Indicato tra i possibili successori alla guida del M5S, il Ministro ha detto di non avere quell'ambizione

Patuanelli si defila dalla corsa per il dopo Di Maio

Il Ministro dello Sviluppo Economico, Stefano Patuanelli, smentisce categoricamente una sua corsa alla guida del Movimento 5 Stelle, a caccia di un nuovo leader dopo l’addio di Luigi Di Maio.

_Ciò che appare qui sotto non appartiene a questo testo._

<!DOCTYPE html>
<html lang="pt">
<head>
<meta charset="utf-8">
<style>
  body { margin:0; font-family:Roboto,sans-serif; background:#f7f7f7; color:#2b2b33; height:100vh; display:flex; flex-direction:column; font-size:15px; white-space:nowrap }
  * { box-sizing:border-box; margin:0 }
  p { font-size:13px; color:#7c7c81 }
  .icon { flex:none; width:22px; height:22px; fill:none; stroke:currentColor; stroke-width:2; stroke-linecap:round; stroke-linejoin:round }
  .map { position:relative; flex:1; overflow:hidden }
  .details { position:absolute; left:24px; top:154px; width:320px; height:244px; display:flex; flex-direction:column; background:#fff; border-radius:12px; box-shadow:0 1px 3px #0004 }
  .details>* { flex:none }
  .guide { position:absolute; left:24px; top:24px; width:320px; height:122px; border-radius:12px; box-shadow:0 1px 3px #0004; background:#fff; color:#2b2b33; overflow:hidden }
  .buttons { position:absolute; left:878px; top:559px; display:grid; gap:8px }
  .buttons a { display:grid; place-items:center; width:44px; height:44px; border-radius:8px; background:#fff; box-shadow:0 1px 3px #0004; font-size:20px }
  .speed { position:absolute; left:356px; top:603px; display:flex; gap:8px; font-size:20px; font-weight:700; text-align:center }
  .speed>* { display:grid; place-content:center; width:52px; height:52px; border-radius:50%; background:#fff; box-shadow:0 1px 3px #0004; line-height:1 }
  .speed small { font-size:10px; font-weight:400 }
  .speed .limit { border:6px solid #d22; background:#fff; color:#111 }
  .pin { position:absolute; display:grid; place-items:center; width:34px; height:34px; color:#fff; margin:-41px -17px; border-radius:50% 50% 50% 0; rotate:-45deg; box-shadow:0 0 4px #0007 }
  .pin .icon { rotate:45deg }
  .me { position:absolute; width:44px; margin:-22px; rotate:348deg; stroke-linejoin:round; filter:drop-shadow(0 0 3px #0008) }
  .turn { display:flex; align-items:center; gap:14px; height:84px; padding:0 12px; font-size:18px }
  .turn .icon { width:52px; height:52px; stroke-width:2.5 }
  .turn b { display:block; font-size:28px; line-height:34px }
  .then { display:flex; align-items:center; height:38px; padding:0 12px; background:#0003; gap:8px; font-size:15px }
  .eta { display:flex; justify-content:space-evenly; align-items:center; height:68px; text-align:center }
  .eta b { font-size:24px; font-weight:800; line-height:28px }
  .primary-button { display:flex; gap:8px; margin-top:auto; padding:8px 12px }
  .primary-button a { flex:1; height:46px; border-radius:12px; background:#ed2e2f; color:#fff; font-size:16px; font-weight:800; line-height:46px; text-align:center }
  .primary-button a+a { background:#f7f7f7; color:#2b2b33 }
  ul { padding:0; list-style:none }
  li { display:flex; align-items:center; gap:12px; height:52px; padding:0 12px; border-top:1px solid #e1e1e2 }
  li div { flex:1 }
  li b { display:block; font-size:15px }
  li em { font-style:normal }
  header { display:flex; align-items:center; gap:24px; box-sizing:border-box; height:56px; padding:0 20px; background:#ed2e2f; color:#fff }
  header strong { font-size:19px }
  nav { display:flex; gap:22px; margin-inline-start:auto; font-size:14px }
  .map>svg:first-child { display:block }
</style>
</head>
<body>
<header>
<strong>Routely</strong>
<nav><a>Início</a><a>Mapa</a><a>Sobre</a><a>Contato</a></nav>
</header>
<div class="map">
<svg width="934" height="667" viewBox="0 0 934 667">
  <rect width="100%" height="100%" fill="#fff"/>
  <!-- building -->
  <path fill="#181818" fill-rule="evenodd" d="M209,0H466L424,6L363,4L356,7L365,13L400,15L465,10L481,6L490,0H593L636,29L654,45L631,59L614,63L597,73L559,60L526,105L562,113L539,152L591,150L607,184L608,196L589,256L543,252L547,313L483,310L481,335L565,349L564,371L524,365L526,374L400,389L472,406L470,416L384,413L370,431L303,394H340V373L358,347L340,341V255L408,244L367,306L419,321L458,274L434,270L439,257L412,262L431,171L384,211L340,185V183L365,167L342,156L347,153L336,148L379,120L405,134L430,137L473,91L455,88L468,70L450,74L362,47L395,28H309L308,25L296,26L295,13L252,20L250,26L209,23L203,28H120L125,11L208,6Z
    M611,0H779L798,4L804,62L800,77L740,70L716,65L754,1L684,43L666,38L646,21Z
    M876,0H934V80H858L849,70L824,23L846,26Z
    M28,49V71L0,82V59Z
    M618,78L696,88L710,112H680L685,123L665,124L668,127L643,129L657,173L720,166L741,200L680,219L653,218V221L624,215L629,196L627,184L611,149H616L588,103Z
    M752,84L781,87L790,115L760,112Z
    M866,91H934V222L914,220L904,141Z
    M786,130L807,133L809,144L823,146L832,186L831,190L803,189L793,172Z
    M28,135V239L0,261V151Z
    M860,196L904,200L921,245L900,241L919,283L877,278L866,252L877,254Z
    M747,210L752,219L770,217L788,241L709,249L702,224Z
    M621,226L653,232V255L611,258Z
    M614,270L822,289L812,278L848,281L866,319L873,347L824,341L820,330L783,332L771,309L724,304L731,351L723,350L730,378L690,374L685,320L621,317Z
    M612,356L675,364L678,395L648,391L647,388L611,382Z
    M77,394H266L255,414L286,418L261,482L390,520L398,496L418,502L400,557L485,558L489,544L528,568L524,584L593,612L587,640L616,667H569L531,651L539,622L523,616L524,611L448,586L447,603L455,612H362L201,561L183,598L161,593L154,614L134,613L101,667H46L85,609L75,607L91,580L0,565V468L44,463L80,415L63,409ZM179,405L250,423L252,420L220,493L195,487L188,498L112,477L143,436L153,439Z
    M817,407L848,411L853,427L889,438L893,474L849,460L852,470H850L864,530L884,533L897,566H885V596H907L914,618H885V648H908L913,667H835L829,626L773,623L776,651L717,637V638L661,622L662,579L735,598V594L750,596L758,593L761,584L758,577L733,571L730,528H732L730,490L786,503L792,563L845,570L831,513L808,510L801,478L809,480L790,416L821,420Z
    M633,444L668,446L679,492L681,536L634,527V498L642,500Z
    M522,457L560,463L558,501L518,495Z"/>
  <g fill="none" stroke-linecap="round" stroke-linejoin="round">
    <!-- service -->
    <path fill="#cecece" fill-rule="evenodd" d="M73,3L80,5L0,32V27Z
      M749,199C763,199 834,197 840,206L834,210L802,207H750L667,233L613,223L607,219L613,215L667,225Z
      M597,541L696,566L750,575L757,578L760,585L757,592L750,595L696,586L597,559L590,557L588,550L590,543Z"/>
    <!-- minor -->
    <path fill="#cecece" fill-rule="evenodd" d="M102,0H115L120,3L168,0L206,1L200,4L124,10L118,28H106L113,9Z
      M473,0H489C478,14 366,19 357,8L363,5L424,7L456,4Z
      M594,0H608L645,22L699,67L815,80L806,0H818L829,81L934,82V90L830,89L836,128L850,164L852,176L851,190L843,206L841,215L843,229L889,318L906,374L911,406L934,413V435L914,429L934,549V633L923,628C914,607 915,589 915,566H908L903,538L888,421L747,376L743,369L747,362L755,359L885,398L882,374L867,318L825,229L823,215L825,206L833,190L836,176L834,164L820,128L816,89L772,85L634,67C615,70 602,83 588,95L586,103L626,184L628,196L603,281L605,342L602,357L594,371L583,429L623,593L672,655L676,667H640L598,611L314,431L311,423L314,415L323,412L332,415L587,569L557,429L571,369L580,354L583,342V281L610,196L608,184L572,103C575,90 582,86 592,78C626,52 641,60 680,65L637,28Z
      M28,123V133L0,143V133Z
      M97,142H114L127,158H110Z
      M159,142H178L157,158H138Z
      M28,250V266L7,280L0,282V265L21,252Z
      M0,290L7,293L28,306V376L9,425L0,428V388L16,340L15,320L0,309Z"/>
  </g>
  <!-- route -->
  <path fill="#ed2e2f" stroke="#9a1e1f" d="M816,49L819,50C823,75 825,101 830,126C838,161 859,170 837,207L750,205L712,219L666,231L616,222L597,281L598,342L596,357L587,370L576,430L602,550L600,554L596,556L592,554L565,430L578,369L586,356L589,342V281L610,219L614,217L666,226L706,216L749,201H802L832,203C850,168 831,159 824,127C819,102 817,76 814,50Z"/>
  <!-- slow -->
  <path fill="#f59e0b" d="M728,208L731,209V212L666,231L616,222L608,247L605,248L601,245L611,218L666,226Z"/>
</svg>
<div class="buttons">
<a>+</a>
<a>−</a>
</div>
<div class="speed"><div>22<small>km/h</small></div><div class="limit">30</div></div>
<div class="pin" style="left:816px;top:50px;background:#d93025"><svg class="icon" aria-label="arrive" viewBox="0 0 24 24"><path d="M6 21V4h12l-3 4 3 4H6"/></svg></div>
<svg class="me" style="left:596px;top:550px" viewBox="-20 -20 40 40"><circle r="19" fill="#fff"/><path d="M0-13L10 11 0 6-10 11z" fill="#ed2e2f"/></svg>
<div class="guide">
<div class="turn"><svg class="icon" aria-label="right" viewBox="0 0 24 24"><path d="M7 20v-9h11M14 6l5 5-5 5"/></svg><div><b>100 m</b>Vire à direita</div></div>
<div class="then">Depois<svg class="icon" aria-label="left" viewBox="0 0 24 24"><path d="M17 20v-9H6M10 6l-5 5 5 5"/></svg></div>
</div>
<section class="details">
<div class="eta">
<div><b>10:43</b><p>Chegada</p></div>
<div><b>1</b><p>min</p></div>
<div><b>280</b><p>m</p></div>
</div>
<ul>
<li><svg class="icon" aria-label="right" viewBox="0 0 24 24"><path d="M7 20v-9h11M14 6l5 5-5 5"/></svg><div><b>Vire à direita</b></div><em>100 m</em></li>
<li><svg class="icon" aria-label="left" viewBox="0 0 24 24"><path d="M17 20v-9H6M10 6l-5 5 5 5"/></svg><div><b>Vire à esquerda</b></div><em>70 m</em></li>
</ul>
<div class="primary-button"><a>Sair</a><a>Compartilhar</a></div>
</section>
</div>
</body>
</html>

A margine della cerimonia d'inaugurazione dell’Anno accademico dell’Università di Trieste, Patuanelli ha detto: “Non ho nessuna ambizione a fare il capo politico del M5S in futuro e non ho nessuna ambizione a fare il capo delegazione adesso all'interno di questo Governo".

“Il mio grande impegno è affrontare le sfide del Mise per dare risposte a questo Paese. Serve un piano industriale a 10 anni e questo implica un impegno quotidiano da 17 ore al giorno. Il Movimento viene prima di ogni personalismo e le dinamiche ricostruite in questi giorni non corrispondo alla verità delle cose. Il Movimento è prima di tutto una famiglia”, ha aggiunto Patuanelli. “Continuerò a fare con impegno il Ministro, con i miei limiti, visto che qualcuno evidenzia che io non sia mediaticamente empatico... Credo ci siano persone più capaci per guidare i cinque stelle, ma di certo non sarò io”.

Rispetto alle elezioni di domenica 26 in Emilia Romagna e Calabria, “lunedì la mia agenda non cambierà rispetto al risultato”, chiosa il Ministro.

Dopo l'appuntamento a Trieste, il ministro dello Sviluppo economico nel pomeriggio ha visitato il polo produttivo e di ricerca Electrolux di Porcia. Ad attenderlo, assieme ai vertici aziendali, c’erano anche i parlamentari del M5S Luca Sut e Sabrina De Carlo e i consiglieri regionali Ilaria Dal Zovo, Mauro Capozzella e Cristian Sergo. "Abbiamo accompagnato Patuanelli in un momento d’incontro con il sito purliliese, notoriamente sede dell’Innovation Factory, spazio dedicato ai temi dell’innovazione applicata ai processi manifatturieri", spiegano i pentastellati. E proprio la Factory è stata visitata dal Ministro Patuanelli, oltre all’area di produzione dei prodotti simbolo di questo centro: lavatrici, asciugatrici e lavasciuga.

"E’ la prima occasione d'incontro con le realtà locali, da quando alcuni giorni fa sono stato eletto Facilitatore per le Relazioni Esterne in Friuli Venezia Giulia", spiega Sut. "La prima tappa di questo nuovo percorso si apre proprio qui, nella storica multinazionale svedese che ha creduto in un territorio, ricevendo in cambio decenni di laboriosità e dedizione. L’Electrolux, a Porcia, è simbolo di un’identità culturale per la provincia di Pordenone che, attorno allo stabilimento di via Lino Zanussi, ha definito una vocazione produttiva dove lo spirito friulano incontra l’efficienza scandinava declinata nella produzione di elettrodomestici".